Toque

Ah, se eu ao menos soubesse um vestígio do que se passa em tua mente. Se tivesse, por menor que fosse, uma noção de tua consciência. Do que tu queres, espera, sonha. Se pudesse, eu em minha minimalidade vergonhosa, ser dona de tua verdade. Saber de teus desejos, controlá-los, fazê-los todos possíveis, tangíveis pra alma bonita feito a tua.

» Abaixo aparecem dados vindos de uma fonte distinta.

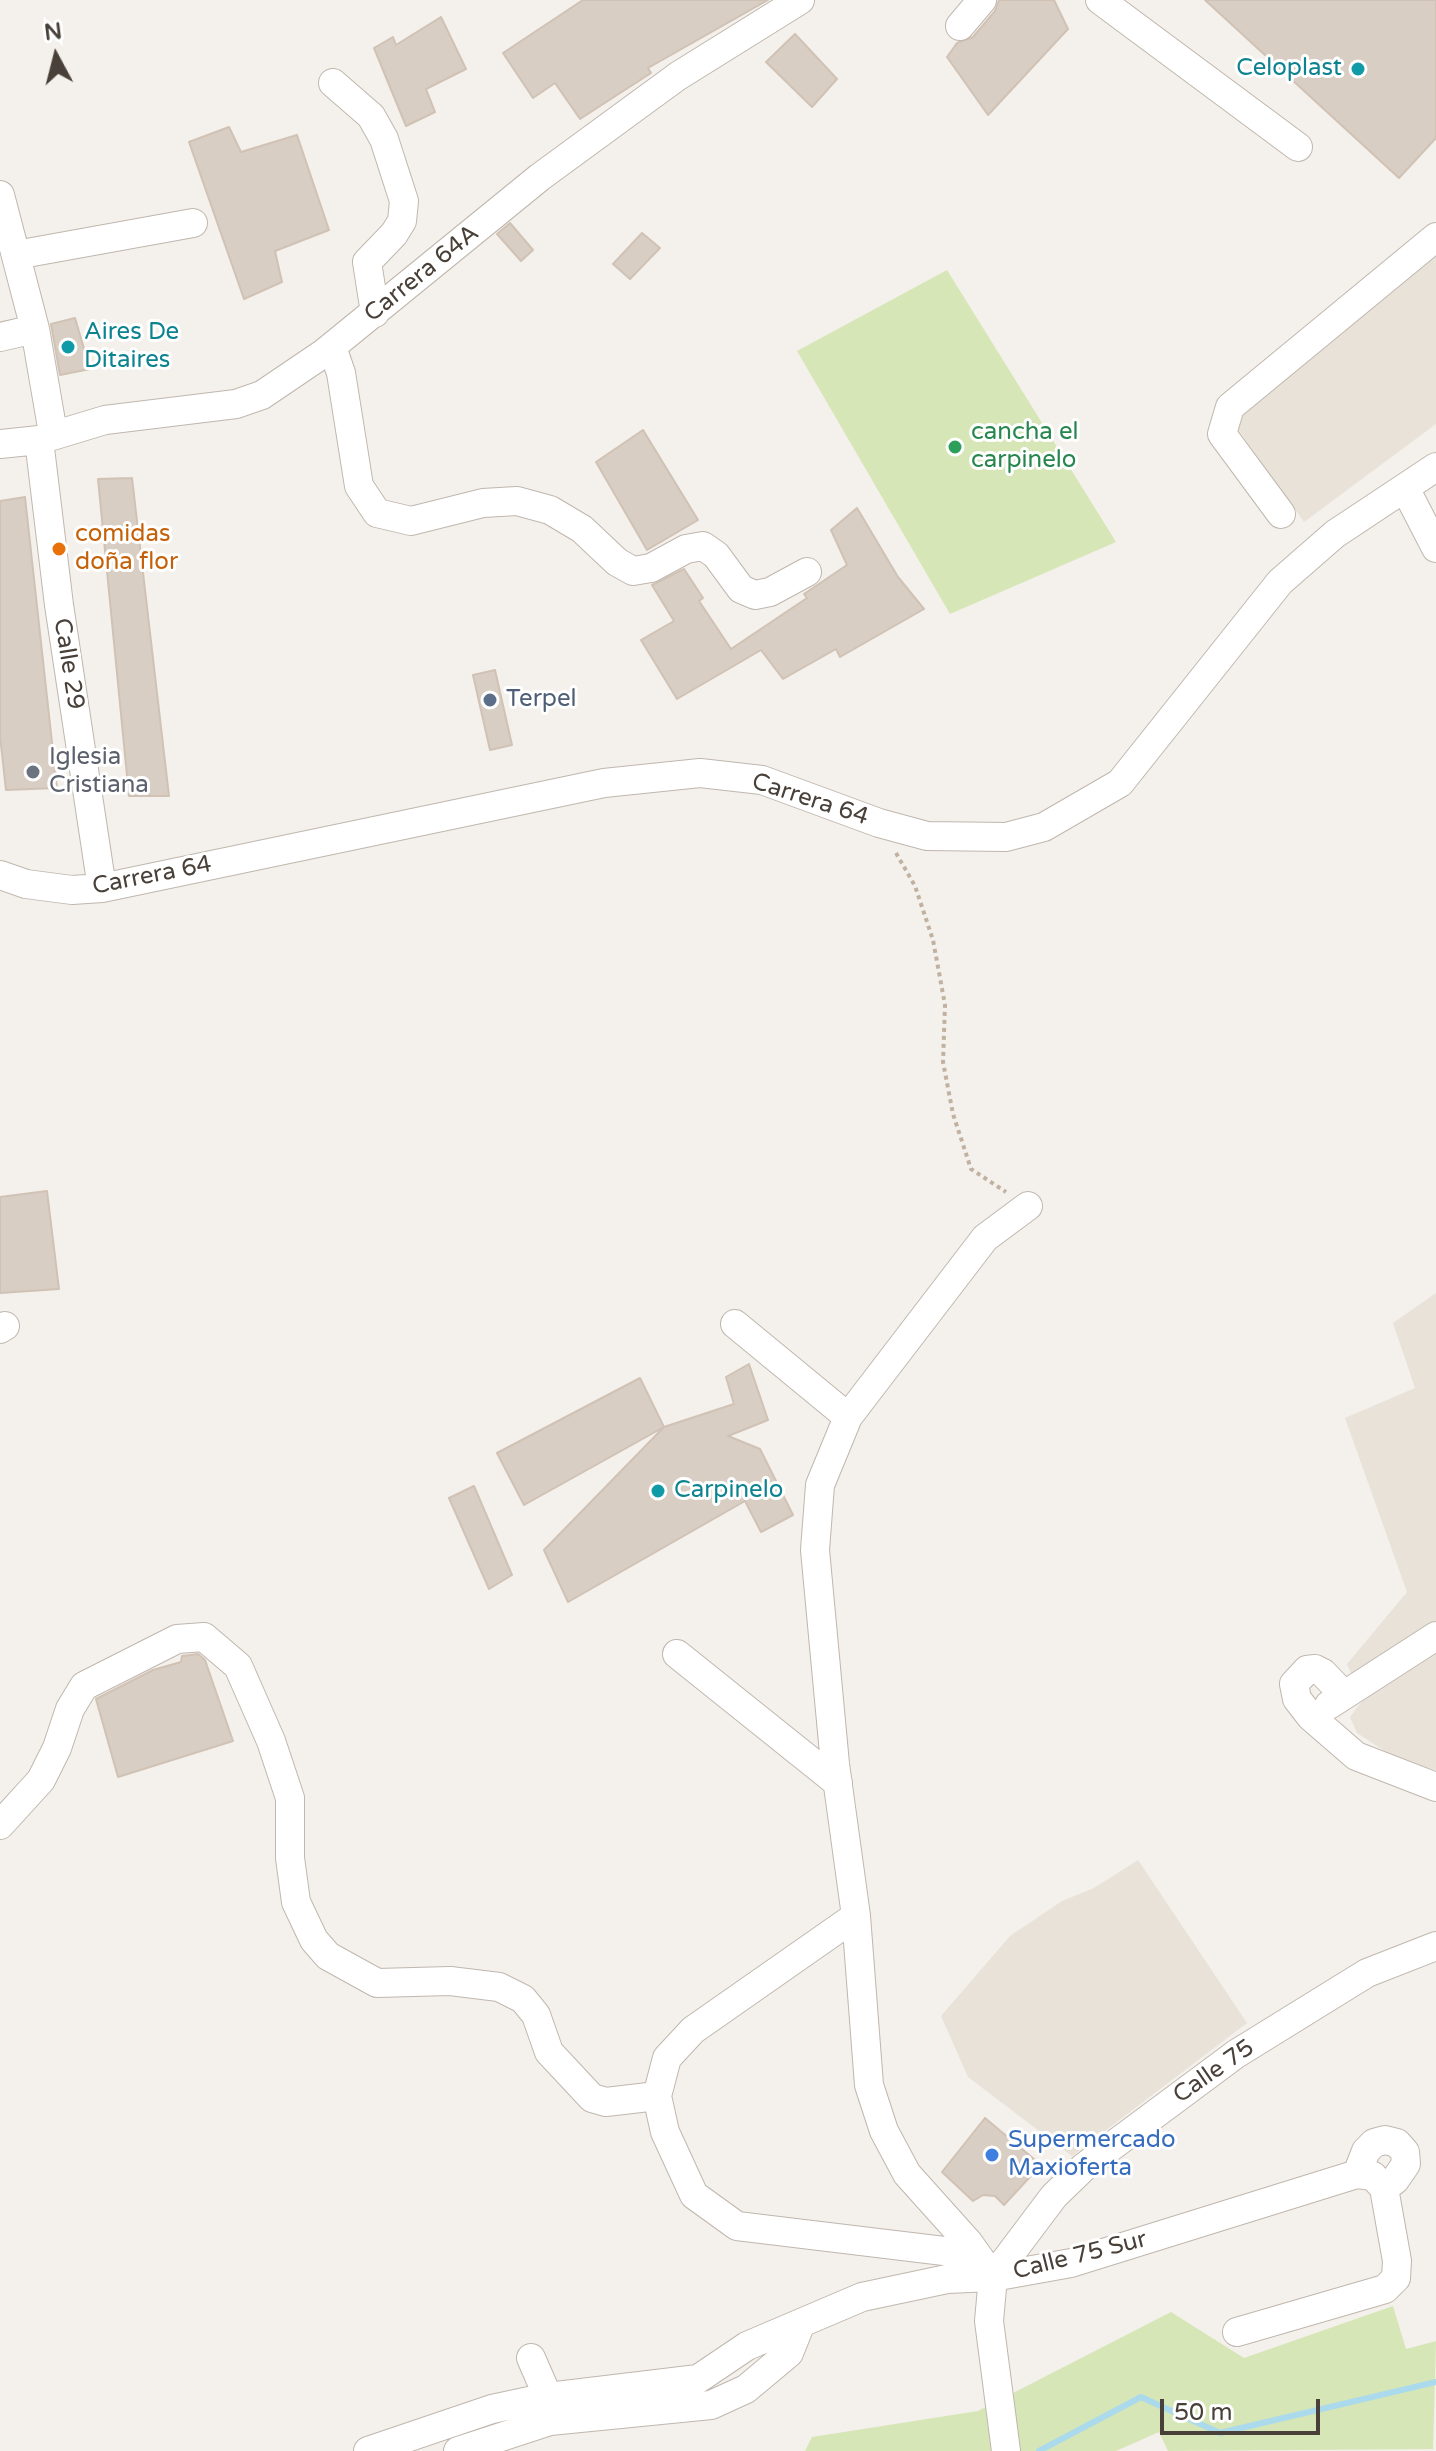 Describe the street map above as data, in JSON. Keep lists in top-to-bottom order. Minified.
{"streets":{"street":["Carrera 64A","Calle 29","Carrera 64","Calle 75","Calle 75 Sur"]},"crossings":[["Carrera 64A","Calle 29"],["Calle 29","Carrera 64"],["Calle 75","Calle 75 Sur"]],"places":["Celoplast","Aires De Ditaires","cancha el carpinelo","comidas doña flor","Terpel","Iglesia Cristiana","Carpinelo","Supermercado Maxioferta"],"scale_bar":"50 m","north":"top"}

Mas não, cá estou, apenas desejando-lhe. Daqui, de meu batente encardido, olhando-lhe de longe e só esperando alguma verdade divina ser gritada em meus ouvidos de repente. Eu sei perfeitamente o quão estúpido isso é. Preciso deixá-lo ir, viver uma vida de calmarias, normal, que encaixe-se nas formas que foram-de dadas tempos atrás. Preciso encontrar o diabo do meu reflexo, entender-lhe e largar duma vez toda minha preciosa insanidade.

Devo renunciar à mim mesma, ao que quero e piamente acredito. Ah, que desgraça disfarçada és nosso mundo! Uma armadilha que sabes muito bem usar sua máscara de salvação, de espace absoluto do nosso caos particular. Vamos, vamos fazê-lo duma vez e esfaquear qualquer humanidade virgem em nós de uma vez por todas. Vamos logo, matemos a ingenuidade, o desejo sem maldade, a visão sem sujeira que ainda levamos escondidos conosco; és a nossa única saída, eu sei. Aceitar tal realidade, acredito eu, é o golpe final n'alma de alguém.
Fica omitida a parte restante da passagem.